Although the master tapes and discs purchased by Comshare were tangible, the information they contained was not. Without the encoded information, the tapes and discs would have cost only a minuscule fraction of the price the company actually paid. Yet without the tapes and discs, the record establishes, there would have been no sale. The *1143 company would have paid nothing if the seller had been unable to deliver the source codes on tapes or discs. The value of the source codes was thus entirely dependent upon the existence of tapes and discs.

Where the value of information is dependent upon its having been embodied in a tangible medium, case law from other circuits teaches, acquisition of the medium at a price that includes the value of the information encoded on it constitutes acquisition of “tangible” property the full cost of which qualifies for the tax benefits associated with such property. The government has given us no persuasive reason to depart from this teaching, and we shall therefore reverse the judgment of the district court.

I

Plaintiff Comshare produces software (magnetically encoded discs and tapes) that the company’s customers use either on a timesharing basis or in their own computers. This software embodies computer instructions known in the jargon of the trade as “executable code.” When a software product incorporating executable code is plugged into a computer, the computer is instantly given the brainpower, as it were, to perform the tasks the software was designed to enable it to perform.

In manufacturing its software products, Comshare uses master source code tapes and discs purchased from others. In fiscal year 1982 Comshare purchased tapes and discs embodying four such source codes. The cost was approximately $3.5 million. An additional $750,000, approximately, was expended on a similar purchase in fiscal year 1983. The prices paid by Comshare covered not only the master source code discs and tapes, but associated know-how, copyrights, licenses, manuals, and rights to modify, reproduce, and distribute. No specific portion of the price paid by Comshare was allocated to the intellectual property rights included in the purchase, and the record shows that those rights would have had no value without the master source code tapes and discs themselves.
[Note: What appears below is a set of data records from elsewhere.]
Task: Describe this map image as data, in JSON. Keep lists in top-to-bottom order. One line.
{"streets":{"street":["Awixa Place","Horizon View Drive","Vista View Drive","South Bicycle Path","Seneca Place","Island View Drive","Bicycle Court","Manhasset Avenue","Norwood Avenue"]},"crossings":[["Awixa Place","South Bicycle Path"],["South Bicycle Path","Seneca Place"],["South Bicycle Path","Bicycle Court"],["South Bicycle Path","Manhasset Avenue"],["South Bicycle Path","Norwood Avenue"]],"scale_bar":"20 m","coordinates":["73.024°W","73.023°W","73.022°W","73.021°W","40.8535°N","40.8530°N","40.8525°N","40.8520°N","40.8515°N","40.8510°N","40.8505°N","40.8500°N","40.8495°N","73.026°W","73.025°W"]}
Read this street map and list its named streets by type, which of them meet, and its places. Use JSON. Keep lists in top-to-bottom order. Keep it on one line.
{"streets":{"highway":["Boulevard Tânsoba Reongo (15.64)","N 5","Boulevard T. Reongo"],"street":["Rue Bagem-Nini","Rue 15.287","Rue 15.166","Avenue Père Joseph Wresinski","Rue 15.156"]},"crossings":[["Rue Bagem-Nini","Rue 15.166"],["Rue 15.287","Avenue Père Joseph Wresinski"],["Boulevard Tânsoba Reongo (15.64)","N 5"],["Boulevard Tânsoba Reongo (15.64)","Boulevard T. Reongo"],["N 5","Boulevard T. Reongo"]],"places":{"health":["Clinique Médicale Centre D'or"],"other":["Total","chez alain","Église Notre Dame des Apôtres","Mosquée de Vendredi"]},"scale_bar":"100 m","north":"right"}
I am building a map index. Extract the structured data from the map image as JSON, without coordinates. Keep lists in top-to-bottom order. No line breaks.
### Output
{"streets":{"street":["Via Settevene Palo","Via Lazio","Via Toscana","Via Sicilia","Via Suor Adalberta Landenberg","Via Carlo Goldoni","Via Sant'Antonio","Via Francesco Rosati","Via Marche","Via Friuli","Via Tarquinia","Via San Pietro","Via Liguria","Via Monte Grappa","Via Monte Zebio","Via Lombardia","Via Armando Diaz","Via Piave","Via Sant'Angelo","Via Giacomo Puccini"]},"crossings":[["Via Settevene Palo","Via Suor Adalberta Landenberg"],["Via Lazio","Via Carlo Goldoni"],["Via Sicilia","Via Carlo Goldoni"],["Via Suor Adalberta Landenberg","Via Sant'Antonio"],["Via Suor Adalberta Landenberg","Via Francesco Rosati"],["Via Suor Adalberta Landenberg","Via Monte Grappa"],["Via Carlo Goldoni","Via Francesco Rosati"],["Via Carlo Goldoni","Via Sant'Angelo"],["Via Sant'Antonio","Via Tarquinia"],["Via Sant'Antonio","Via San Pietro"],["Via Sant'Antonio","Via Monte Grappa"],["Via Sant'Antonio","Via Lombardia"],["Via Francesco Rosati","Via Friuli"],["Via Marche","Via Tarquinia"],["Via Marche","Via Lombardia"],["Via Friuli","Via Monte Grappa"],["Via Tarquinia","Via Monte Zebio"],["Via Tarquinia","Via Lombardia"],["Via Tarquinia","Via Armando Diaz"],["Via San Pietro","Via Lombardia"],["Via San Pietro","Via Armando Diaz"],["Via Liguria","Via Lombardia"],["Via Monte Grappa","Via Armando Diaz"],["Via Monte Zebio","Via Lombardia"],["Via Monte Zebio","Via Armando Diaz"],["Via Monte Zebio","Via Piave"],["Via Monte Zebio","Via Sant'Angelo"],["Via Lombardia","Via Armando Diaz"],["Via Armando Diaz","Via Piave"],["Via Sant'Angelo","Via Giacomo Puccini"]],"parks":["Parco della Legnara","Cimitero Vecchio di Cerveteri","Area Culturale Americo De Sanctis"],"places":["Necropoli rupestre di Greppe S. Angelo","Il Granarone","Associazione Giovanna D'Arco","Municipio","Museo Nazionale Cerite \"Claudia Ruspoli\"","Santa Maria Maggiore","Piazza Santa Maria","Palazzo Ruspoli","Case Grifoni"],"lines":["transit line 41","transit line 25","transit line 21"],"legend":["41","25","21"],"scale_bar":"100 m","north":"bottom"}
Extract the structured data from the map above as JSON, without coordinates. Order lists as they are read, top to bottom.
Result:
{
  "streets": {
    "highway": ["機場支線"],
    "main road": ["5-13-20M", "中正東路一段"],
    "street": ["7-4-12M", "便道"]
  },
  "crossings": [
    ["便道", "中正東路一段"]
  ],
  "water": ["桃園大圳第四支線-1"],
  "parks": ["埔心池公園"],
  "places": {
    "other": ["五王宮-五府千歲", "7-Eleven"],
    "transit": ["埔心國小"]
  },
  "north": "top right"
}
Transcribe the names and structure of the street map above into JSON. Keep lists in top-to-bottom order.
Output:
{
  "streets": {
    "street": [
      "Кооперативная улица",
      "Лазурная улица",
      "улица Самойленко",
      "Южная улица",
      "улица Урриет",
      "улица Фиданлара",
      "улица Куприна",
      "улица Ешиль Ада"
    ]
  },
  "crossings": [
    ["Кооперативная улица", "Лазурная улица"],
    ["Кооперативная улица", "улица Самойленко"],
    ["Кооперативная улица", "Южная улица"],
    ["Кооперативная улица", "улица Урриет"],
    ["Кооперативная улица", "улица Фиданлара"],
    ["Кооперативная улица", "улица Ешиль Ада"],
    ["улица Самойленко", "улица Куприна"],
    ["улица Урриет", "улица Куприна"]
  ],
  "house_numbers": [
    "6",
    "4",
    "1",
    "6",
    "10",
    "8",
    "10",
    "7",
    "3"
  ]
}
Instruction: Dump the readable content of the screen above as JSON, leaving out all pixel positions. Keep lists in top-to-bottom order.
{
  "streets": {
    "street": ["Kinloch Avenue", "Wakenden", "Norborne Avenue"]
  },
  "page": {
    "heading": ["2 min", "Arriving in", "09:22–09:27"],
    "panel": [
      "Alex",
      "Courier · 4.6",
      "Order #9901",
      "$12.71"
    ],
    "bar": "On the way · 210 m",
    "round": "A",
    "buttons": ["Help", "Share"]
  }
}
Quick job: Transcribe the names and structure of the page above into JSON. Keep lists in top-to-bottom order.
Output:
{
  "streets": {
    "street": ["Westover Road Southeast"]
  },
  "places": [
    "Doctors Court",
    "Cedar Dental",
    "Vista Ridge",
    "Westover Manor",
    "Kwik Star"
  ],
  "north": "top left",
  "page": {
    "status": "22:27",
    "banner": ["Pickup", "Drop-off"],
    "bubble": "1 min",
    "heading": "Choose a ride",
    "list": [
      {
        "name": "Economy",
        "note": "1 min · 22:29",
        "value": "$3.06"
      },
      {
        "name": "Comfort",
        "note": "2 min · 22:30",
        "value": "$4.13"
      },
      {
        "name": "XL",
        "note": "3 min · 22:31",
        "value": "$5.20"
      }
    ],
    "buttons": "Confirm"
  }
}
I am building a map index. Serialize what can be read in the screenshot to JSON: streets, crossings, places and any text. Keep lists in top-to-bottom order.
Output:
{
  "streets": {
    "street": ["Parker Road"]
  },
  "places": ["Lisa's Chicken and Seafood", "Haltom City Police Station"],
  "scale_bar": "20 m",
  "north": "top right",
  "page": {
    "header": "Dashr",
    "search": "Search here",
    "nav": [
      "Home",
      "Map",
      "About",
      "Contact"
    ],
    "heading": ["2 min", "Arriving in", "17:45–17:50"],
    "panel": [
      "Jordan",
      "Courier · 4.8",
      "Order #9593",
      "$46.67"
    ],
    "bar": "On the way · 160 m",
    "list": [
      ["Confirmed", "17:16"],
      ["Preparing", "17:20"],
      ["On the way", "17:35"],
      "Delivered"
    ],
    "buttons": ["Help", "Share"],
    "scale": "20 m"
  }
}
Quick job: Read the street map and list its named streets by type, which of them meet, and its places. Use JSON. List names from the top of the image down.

An affidavit describing the development of one of the source codes in question (“System W”) explains that as many as 20 people devoted more than 100,000 hours to the development of that source code. Working at computer terminals connected to a single large computer, and using structure charts for general guidance, individual programmers created separate pieces of the source code by direct input into the computer system. No one programmer knew what all the other programmers were doing, and no one programmer could retain even his own work product in his head.

The tangible result of this massive effort was a master computer tape longer than a football field. A single inch of the tape would contain more than 1,600 individual magnetic characters. Comshare’s chief financial officer, T. Wallace Wrathall, personally took possession of the master tape from the vendor in England, brought the tape back to the United States, and delivered it to the director of Comshare’s data center in Ann Arbor, Michigan. (It is in Ann Arbor that Comshare makes the software products used by its customers.)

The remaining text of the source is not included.